The regulatory hurdles to equity tokenization
Understandably, the tokenization of equities is highly appealing to VC firms, investment bankers, business angels and SMEs; all salivating at the opportunities that this may bring.
Nonetheless, although increased liquidity, tradability, and low issuance and transfer costs are frequently touted as the most significant advantages of the tokenization of equities, few are fully aware of the legal constraints that still limit these potential advantages.
At a recent thinkBlocktank event – organised in Warsaw by Wardynski & Partners – the most prominent among European blockchain specialist lawyers met to discuss recent regulatory developments; such as the progress made by Switzerland and Liechtenstein towards implementation of a frictionless regulatory environment regarding tokenization.
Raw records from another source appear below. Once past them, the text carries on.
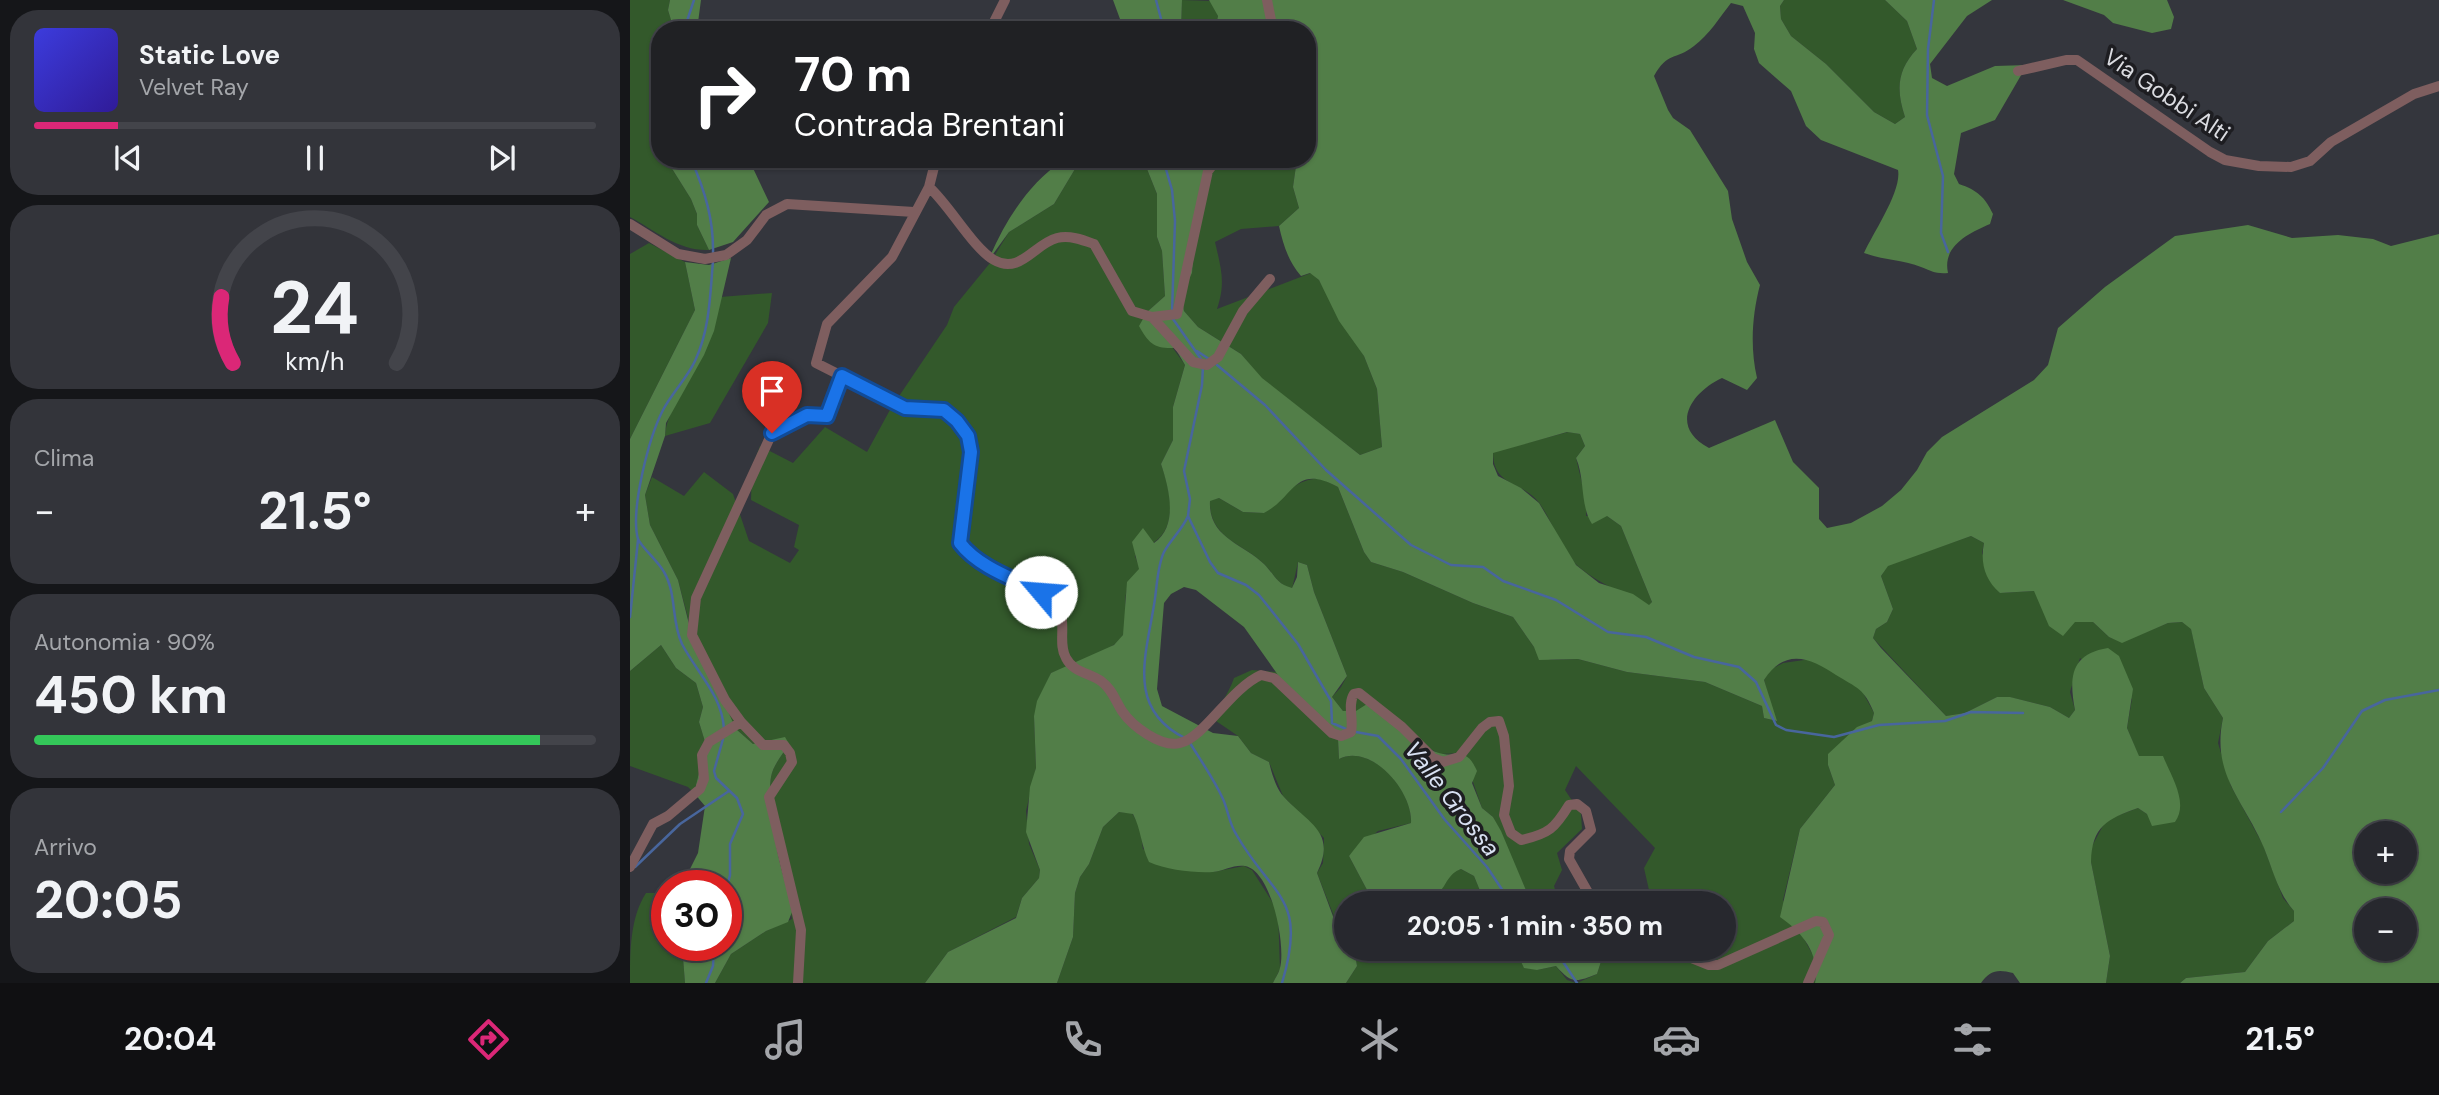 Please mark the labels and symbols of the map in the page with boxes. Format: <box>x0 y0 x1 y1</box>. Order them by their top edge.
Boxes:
street label: Via Gobbi Alti <box>2098 42 2236 148</box>
pin <box>742 361 802 433</box>
position arrow <box>1004 555 1078 629</box>
water label: Valle Grossa <box>1398 735 1507 863</box>
speed limit sign: 30 <box>651 870 742 961</box>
The main obstacles surrounding tokenization of equities remain: (i) the format of the shares, (ii) the means and the proof of the transfer, (iii) the link between the shares and the token, and (iv) the objective and subjective requirements for DLT based security token registries.
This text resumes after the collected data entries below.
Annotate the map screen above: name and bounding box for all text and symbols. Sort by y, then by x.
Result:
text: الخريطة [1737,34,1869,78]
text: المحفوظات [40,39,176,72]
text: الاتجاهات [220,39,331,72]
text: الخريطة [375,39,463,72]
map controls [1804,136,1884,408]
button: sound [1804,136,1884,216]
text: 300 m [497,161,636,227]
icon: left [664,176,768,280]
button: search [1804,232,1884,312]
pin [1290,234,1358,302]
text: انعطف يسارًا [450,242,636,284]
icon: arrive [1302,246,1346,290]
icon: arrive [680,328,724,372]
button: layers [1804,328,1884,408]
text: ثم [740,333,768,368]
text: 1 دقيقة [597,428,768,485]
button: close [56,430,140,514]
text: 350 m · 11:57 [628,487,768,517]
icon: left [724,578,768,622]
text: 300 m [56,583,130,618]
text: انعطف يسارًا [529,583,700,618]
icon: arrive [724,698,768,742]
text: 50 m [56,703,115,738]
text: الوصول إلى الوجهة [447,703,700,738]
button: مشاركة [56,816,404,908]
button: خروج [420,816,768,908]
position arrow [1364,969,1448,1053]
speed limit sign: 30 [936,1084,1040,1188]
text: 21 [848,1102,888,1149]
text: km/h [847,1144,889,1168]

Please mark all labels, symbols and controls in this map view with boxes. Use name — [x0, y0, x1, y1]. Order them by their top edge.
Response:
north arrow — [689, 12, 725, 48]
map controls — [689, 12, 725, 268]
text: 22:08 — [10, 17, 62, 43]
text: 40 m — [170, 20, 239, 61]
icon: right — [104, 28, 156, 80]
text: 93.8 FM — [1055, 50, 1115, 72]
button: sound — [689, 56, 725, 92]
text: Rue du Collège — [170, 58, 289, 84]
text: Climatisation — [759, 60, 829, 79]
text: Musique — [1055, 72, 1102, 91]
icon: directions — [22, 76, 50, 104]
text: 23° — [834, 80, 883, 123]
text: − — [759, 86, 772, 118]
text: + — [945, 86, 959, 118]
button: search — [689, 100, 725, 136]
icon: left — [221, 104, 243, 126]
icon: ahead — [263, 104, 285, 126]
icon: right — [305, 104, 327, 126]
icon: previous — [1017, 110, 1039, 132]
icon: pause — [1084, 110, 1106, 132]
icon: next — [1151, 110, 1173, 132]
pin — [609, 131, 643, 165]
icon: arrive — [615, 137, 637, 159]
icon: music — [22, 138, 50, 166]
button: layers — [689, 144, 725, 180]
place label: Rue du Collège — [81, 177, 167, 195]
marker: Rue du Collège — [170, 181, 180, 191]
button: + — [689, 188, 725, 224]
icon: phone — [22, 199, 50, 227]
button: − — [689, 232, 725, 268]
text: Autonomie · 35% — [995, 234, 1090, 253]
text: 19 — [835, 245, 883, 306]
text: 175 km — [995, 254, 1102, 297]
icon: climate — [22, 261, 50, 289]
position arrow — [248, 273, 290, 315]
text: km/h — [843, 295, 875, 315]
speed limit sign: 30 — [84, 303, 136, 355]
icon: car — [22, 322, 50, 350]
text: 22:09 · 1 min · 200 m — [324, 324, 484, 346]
Whenever a jurisdiction prescribes – for instance – the paper format for the shares, the need to enter them into a register held by a public authority, a written form requirement for the transfer, or a notarial authentication to prove it, then such regulatory constraints clearly nullify the purpose and the benefit of tokenization.
The Swiss solution
At the meeting, Stephan Meyer, a colleague from the Zurich and Zug based MME law firm – which already played an instrumental role in setting up the Ethereum foundation – has explained the legal and regulatory basis for creating equity tokens in Switzerland. This has been done by a joint venture tokenization platform recently created in partnership with Swisscom.
Under Art. 973c of the Swiss Code of Obligations, uncertificated shares can be issued, and the issuer shall keep a book recording the ownership of the shares. Since no other requirements are prescribed under Swiss law, tokens representing equities can be registered and transferred using a blockchain/DLT infrastructure. To illustrate, the Daura platform was set up to run on the private/permissioned Hyperledger Fabric blockchain, where uncertificated shares are registered, and corresponding equity tokens are issued and managed via smart contracts.
The transfer of the equity tokens is structured as tripartite agreements to avoid the written form, otherwise legally required also in Switzerland. From 2020 the introduction of a new “DLT-right” is expected in Switzerland. The Swiss Federal Council proposed in March 2019 several legislation amendments to further facilitate blockchain projects and security tokens in specific. The legislation optimisation is now in the formal consultation process.
Furthermore, there are additional advantages which make Switzerland an incredibly friendly jurisdiction for issuing equity tokens. No licences and no prospectuses are required for direct primary market issuances; the only requirement is a very simple “civil law prospectus” which implies civil law liability in case of unfaithful declarations by the issuer. Although, a simplified “regulatory” prospectus will be required from 2020.
Moreover, there are no compulsory AML duties for the direct primary market issuer of security tokens to comply with. Finally, while centralised exchanges do need a secondary market licence – such as the currently proposed DLT Trading Facility license – per to peer transactions remain unregulated; and, as a consequence, also fully decentralised exchanges.
The German complication
One can contrast the flexible, straightforward, and “light” approach of the Swiss legislators with the corresponding intentions of the German legislators. Regarding the very same issue of the registers in which securities tokens can be held, the German legislator – in a proposal issued by the Ministry of Finance the 7th March 2019 – intends to limit the ownership of blockchain based security token registries to either governmental authorities or authorised intermediaries under MiFID. This defies the very purpose and the properties of a blockchain.
If anything, the debate should focus on the type of blockchain which can be used for such registries, rather than bring the blockchain based security register under the direct supervision of an authorised intermediary – which is by no means more trustworthy than a properly set up blockchain. Blockchains are intrinsically suited for issuing and transferring tokens because they are tamper-proof and allow for tracking of the legal title.
Consequently, the issuing, clearing, and the settlement of securities´ transactions on blockchains should be one of the main applications and uses for DLTs. Although currently, the German legislator seems to miss the point completely, hopefully, they will reconsider the issue in the future.
The far sighted Lichtenstein approach
Liechtenstein, on the other hand, is more aligned with Switzerland.
This draft law is a comprehensive piece of legislation dealing with DLTs, tokens, and their legal treatment. As far as security tokens are concerned, it also deals with issues which the Swiss law does not explicitly address, such as a bona-fide purchase of rights and the liberation/discharge of the debtor from its obligations.
This will be achieved through the §81a clarification of the Persons and Companies Act (PGR) of 1926, and additional provisions including the following:
- an explanation of the pre-existing provision within the PGR which has allowed for the existence of dematerialized shares for almost 100 years;
- the format of the register which will hold uncertificated rights is not defined by law but “Trusted Technologies” expressly include DLTs;
- in case DLTs are used, the transfer of uncertificated rights is only valid when done on the DLT; this excludes – by law – the potential conflict between a “real world” pledge or assignment of the uncertificated rights outside the blockchain and the blockchain based transfer of the token representing such rights;
- anyone acquiring uncertificated rights on the blockchain shall be protected, even if the seller did not own the underlying “real world” rights;
- the debtor making payments to a creditor entered into the DLT based register is liberated from their obligations.
This Liechtenstein draft legislation is also – at least so far – one of the most advanced in Europe and it raises important issues and legal challenges that we will continue to debate in the future.